Git Product home page Git Product logo

baseball-project's Introduction

Insights into Starting Pitchers' Season Strikeout Numbers

Michael Scognamiglio & Joe Ramirez

Sources: PyBaseball, Baseball-Reference, FanGraphs

Project Introduction

This project analyzes strikeout numbers for a starting pitcher in a season. For this analysis, we used a dataset of pitching statistics ranging from 2014 to 2019 on a season by season basis. Through exploratory data analysis and building an accurate interpretable linear regression model, the goal of this project is to gain insights into what statistics are most important in determining a starting pitcher's season strikeout numbers. As a result of our analysis and modeling, we are confident that we can provide a baseball general manager with a novel framework to capitalize on market inefficiencies in free agency.

Repository Structure

  • pngs -- contains visualizations that highlight key features in our analysis

  • jupyter_notebooks -- contains the chronological breakdown of all the code used in our exploratory data analysis, statistical testing, model building, and post-model analysis. The order of the notebooks is as follows:

    • Baseball_Refernce_Data_Collection
    • fangraphsdf_merging_with_brefdf
    • stat_tests
    • Mlb_Data_Cleaning_Stats_Analysis
    • Baseball_EDA_feature_elimination_stats
    • Modeling
    • Model_Predictions_Analysis
    • Post_Modeling_Analysis
  • README.md

  • presentation pdf -- contains pdf version of project presentation

Data

For our project, we used a powerful baseball library contained in Python called PyBaseball. This library provided us with a vast array of pitching statistics from Baseball-Reference and FanGraphs. The Baseball-Reference dataset gave us more traditional baseball statistics while FanGraphs gave us the baseball statistics used in modern-day analytics. After merging these datasets, we filtered down the possible features for our model from over 330 features down to 34.

Statistical Tests

In an effort to engineer features for our model, we wanted to test a few hypotheses that we formed based on prior baseball knowledge and our EDA:

  • Do starting pitchers with elite fastball velocity garner more strikeouts in a season than pitchers with unremarkable fastball velocity?

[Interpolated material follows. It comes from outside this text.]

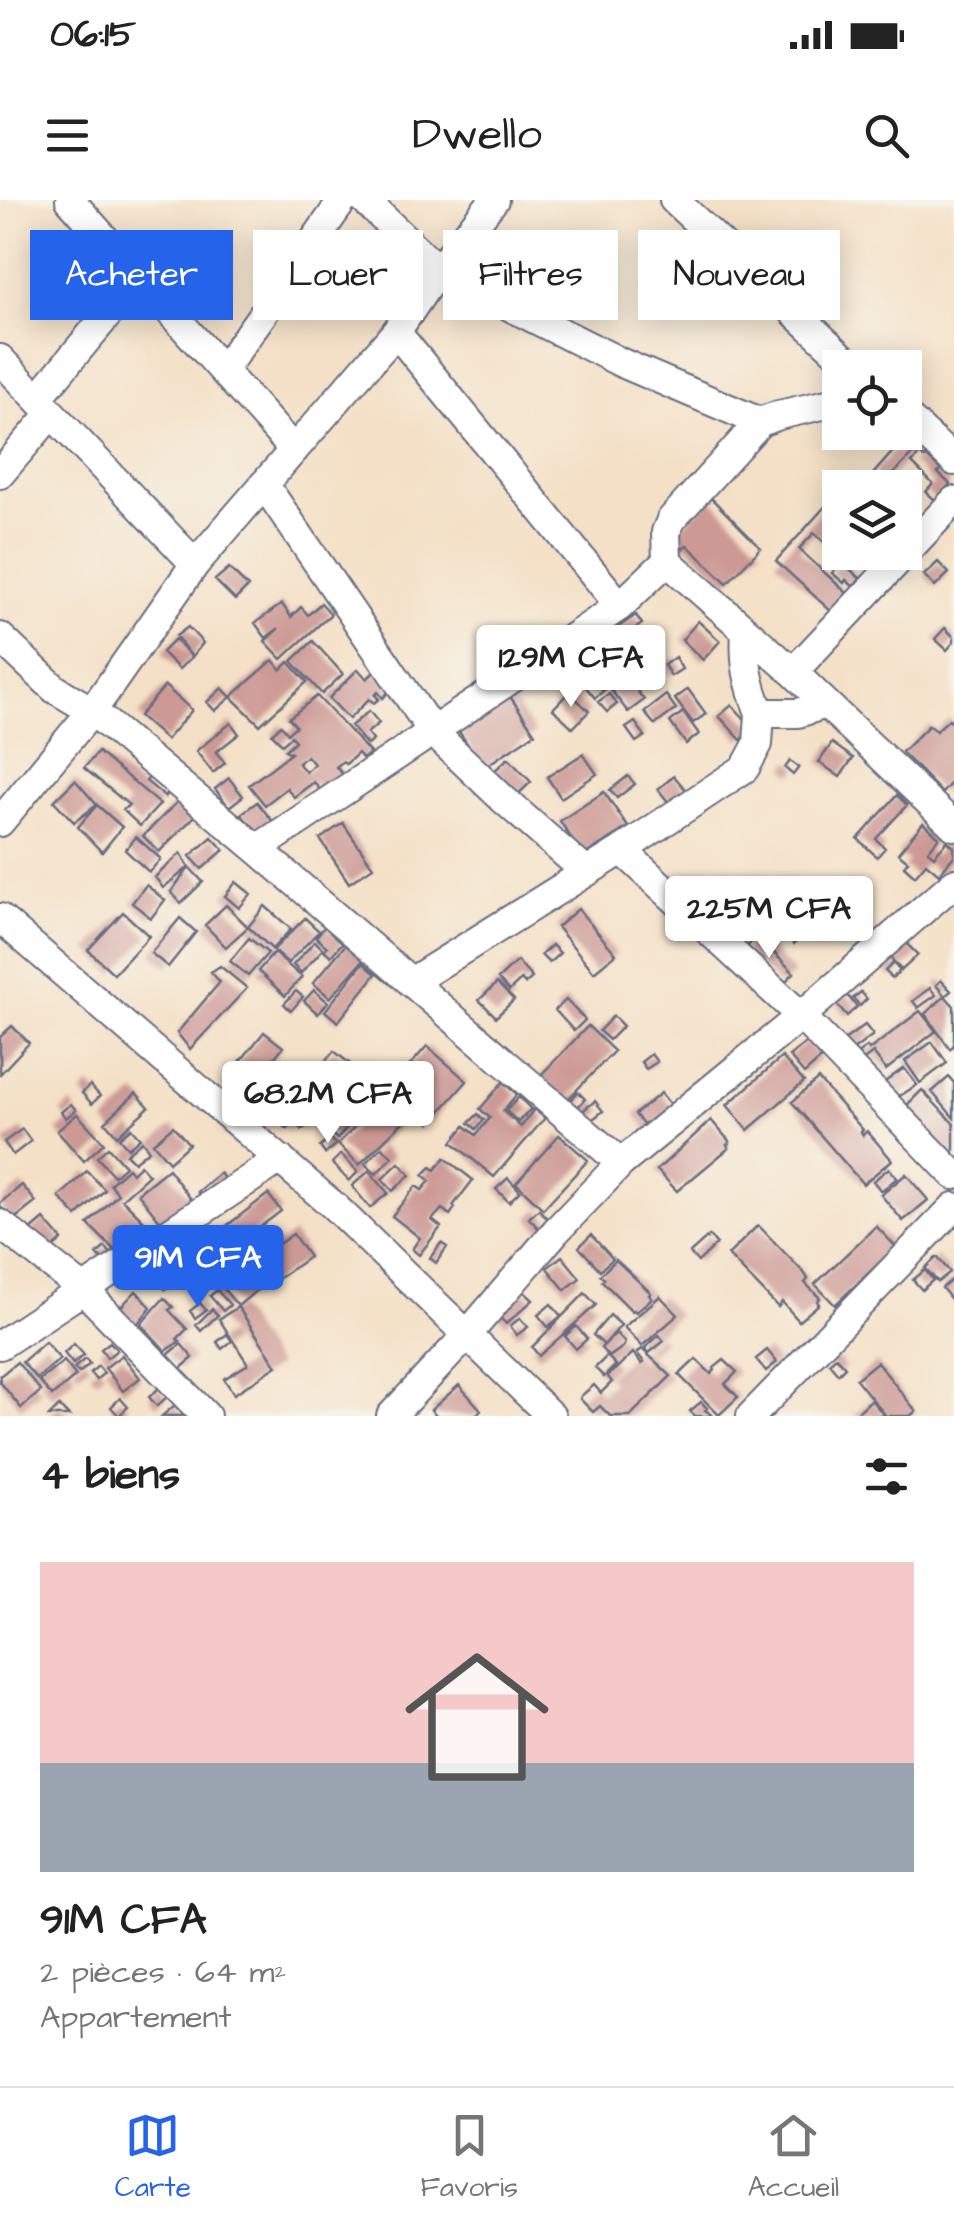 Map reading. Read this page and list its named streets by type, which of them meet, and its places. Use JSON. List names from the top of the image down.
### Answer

    • From our two sample means test with a test statistic of 5.3, we were able to reject the null hypothesis that fastball velocity does not have an affect on starting pitcher season strikeouts. This finding allows us to conclude that starting pitchers with elite fastball velocity obtain better season strikeout numbers than those without elite fastball velocity.
  • Controlling for elite fastball velocity and pitchers with high endurance in a season, does a starting pitcher throwing his first pitch in an at-bat as a strike greatly influence his season strikeout total?

    • With a test statistic of -2.60 and a p-value of .002, we are able to conclude that a starting pitcher with a high first-strike percentage is far better able to garner strikeouts in a season than the population.
  • Does a starting pitcher's best pitch have any demonstrable effect on their season strikeouts numbers?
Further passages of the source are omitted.